Anyone who’s anyone knows that there’s only one place on the internet to go if you want to find the real freaks, and that place is Facebook Marketplace. Not only does it bring out the worst behavior in people, but it lets you know which people in your area are willing to sacrifice their commitment to basic decency and the social contract in order to secure a bargain.


Potentially one of the weirdest denizens haunting Facebook Marketplace is a man in Chicago who has messaged multiple people enquiring about the furniture they’re selling — specifically, if it has any drink or jizz stains on it.

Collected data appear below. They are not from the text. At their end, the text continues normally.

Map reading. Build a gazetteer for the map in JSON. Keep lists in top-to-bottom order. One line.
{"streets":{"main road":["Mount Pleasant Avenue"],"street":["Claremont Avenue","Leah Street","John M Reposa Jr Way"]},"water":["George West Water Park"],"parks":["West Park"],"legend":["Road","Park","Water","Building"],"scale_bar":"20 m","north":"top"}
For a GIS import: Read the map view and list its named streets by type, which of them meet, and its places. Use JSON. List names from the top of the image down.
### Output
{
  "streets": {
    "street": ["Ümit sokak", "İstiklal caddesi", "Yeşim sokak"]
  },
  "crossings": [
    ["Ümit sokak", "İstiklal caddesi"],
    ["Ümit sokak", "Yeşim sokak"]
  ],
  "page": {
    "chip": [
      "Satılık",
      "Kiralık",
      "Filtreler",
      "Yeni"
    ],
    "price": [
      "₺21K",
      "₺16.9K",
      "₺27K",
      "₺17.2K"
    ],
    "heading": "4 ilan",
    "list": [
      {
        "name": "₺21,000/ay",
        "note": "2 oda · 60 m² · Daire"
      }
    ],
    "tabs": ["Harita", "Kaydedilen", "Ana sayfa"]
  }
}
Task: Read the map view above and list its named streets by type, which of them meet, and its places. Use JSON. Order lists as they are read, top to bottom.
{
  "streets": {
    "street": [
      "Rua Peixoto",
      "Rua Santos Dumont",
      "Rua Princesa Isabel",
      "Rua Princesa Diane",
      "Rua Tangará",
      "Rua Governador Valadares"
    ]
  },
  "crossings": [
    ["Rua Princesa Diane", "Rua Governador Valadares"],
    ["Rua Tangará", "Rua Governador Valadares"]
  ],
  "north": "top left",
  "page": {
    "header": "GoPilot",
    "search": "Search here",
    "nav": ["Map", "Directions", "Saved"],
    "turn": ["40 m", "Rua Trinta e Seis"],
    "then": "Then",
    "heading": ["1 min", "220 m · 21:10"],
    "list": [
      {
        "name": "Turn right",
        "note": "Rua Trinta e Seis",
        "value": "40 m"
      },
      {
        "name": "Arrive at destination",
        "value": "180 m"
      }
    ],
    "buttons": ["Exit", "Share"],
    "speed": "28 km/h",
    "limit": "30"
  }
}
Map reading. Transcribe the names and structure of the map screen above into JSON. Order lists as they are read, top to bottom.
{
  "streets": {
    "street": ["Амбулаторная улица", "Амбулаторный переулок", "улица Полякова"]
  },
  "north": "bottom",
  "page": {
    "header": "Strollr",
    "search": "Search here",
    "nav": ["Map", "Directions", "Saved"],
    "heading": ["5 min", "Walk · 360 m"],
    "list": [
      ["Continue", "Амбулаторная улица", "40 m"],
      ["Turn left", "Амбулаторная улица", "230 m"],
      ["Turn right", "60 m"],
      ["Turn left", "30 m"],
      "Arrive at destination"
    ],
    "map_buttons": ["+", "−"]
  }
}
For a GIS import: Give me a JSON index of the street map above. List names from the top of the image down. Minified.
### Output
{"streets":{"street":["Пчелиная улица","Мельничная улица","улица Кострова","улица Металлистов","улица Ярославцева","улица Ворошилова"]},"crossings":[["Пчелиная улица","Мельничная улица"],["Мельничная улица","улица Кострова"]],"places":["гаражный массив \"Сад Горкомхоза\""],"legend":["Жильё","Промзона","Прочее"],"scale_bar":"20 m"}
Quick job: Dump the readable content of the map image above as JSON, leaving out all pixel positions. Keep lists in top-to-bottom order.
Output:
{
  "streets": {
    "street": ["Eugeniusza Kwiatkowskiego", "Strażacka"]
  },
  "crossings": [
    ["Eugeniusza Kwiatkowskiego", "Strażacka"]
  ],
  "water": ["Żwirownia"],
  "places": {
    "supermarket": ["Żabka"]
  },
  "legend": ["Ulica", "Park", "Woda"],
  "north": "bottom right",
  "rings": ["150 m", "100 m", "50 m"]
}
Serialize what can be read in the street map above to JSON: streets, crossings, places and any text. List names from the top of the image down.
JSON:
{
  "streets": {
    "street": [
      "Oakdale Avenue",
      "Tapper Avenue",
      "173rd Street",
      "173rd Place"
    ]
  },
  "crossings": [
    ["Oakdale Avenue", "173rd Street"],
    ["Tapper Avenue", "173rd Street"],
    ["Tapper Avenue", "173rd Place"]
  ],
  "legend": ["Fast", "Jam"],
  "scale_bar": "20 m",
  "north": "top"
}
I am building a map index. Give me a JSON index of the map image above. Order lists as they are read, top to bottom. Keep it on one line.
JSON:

A guy named Max shared a screenshot on Twitter of a message he received via Facebook which read, “Is this still available? Any drinks or jizz stains lol? Have to ask this day and age. I hope a good story if so! Otherwise looks like a solid, comfy couch.”


Um.




If that weren’t already bizarre enough, multiple people replied sharing messages from the same guy, who uses the exact same phrasing in all of his messages, simply swapping out the type of item being sold as needed. In total, he has contacted people about a couch, a rug and a chair, asking the exact same question about whether the items have any drink or jizz stains on them and expressing his hope that the stories associated with the stains are good.


Obviously, this is a fetish. What’s harder to work out is the exact nature of the fetish — a fetish for drink or jizz stains? A fetish for forcing other people to talk about drink or jizz stains? A more general fetish for making people uncomfortable? Or does he have some sort of mental condition that means he’s only satisfied if every item in his home is covered in stains? Surely he could just stain the furniture himself, if that were the case.


A Twitter user who claimed to have received the same message said it was a scam, which makes significantly less sense than it being a fetish — what could the end goal of such a scam possibly be?



One of the screenshots provides us with a little more insight into his mind: After learning that a chair doesn’t have any jizz stains, he responds, “Ha no fun in it ever? That’s a shame, adds character! But that means you’re a better person than me…”



Another Twitter user provided an alternative answer: that the guy sending these messages was part of a troll group that’s “been around for years on FB” that focuses on couches and primarily targets livestreams. That makes less sense than the fetish theory to me, honestly.


How entertaining can enquiring about used furniture actually be? Surely not as fun as getting off to the idea of jizz-stained furniture.